Q2. Perplexity has no ads, so how does a brand get exposure there?▾
Organic citation is the only way. When Perplexity removed ads in February 2026, the only way for a brand to appear in an answer became being cited as an evidence source. So a citation-friendly content structure becomes the exposure strategy itself.
Q3. So are ads meaningless?▾
Not at all. Ads are a valid supplement you can switch on and off quickly. But what ads buy is the labeled slot, while the trusted citation in the answer body must be earned with content. Laying the citation base first and adding ads on top is the efficient order.
Q4. What format do ChatGPT ads take, and how do you run them?▾
Ads appear in a labeled box at the bottom of a response, matched to the conversation's topic and context. Per Axios reporting on 2026-05-05, a self-serve ads manager beta opened so anyone can run them directly, CPC bidding was added on top of CPM, and the minimum-spend requirement was removed — a structure that even smaller advertisers can enter.
Q5. Which should come first, ads or citations?▾
Citations come first. Citations work in common across ChatGPT, Gemini, and Perplexity and persist with no extra cost once they accrue. Ads, by contrast, work only inside a given engine and only while you spend. Running ads while the citation base is weak yields exposure that shows in the bottom box but drops out of the answer body.
Q6. Is AI-answer citation different from traditional search SEO?▾
Yes. By one analysis, the overlap between top search links and AI-cited sources fell from about 70% to below 20% (single-source estimate). Ranking first in search no longer guarantees being cited in an AI answer. So citation in AI answers must be measured and managed separately from search rank.
Q7. Is Perplexity's removal of ads permanent?▾
For now, the direction is to operate without ads, centered on subscriptions. Perplexity cited trust concerns when it stopped ads in February 2026. Policy can change, but what matters is that, at least today, organic citation is the only way for a brand to appear in Perplexity's answers.
Related reading
- From the Age of Links to the Age of Answers: ChatGPT Search vs. AI Mode vs. Perplexity
- Why SEO Alone Is Not Enough in the Age of AI Search
- The New Standard for AI Shopping: How Google UCP and OpenAI ACP Reshape the Buying Journey
Update basis
- Content reference date: 2026-05-28 (KST)
- Update cadence: Monthly
- Next scheduled review: 2026-06-28
Execution Summary
| Item | Practical guideline |
|---|---|
| Core topic | ChatGPT Turned Ads On, Perplexity Turned Them Off: Buy AI Visibility or Earn It? |
| Best fit | Prioritize for AI Business, Funding & Market workflows |
| Primary action | Define a measurable success KPI (cost, time, or quality) before starting any AI initiative |
| Risk check | Validate ROI assumptions with a small pilot before committing the full budget |
| Next step | Establish a quarterly review cadence to track KPI movement and adjust scope |
Data Basis
- The ChatGPT ad timeline and format are based on OpenAI's official 'Testing ads in ChatGPT' note, Axios reporting on the self-serve ad platform (2026-05-05), and Winbuzzer reporting (2026-05-27). Details such as ads appearing in a labeled box at the bottom of responses without influencing the answer itself, CPC/CPM bidding, and no minimum spend come from these sources.

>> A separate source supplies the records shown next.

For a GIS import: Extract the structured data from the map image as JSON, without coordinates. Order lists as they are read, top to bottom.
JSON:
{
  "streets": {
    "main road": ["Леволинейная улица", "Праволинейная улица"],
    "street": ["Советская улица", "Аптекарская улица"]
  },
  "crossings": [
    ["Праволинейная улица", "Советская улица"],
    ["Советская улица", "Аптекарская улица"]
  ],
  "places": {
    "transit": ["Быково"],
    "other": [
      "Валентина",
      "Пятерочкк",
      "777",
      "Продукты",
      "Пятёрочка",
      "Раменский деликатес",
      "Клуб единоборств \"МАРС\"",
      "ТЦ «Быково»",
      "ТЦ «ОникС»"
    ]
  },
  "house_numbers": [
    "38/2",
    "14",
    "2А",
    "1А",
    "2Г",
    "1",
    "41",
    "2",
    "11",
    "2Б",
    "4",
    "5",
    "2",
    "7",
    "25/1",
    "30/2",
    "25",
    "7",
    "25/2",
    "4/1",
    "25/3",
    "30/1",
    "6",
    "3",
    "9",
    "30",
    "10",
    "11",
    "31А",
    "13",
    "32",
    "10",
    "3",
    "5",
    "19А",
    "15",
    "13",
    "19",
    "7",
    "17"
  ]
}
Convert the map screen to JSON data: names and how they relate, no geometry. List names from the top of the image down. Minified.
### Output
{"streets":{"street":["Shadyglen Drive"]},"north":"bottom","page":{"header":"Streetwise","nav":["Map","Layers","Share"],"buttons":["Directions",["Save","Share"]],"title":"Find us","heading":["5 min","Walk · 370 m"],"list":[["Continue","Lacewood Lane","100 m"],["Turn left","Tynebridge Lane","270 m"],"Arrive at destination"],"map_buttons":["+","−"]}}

- Perplexity's removal of ads is based on Search Engine Land and Campaign US reporting from February 2026. Only the direction — discontinuing ads over trust concerns and refocusing on subscriptions — is reflected. User counts, monthly query volumes, and revenue figures are single-source industry estimates and are flagged separately in the body.
- This article does not declare a winner between the two revenue models. Based on disclosures and reporting available as of May 2026, it only maps how the paths for brands to appear in AI answers split into two, and the practical implications.
- Figures in the statistics table come from different sources — OpenAI ad-revenue targets (Axios), chatbot market share (Similarweb-based reporting), citation-overlap change (Brandlight analysis cited by HubSpot), and AI-referral conversion (industry analysis). Many are single-source estimates, flagged as 'single-source' in the body and table, and used for directional reference rather than absolute comparison.
Key Claims and Sources
This section maps key claims to their supporting sources one by one for fast verification. Review each claim together with its original reference link below.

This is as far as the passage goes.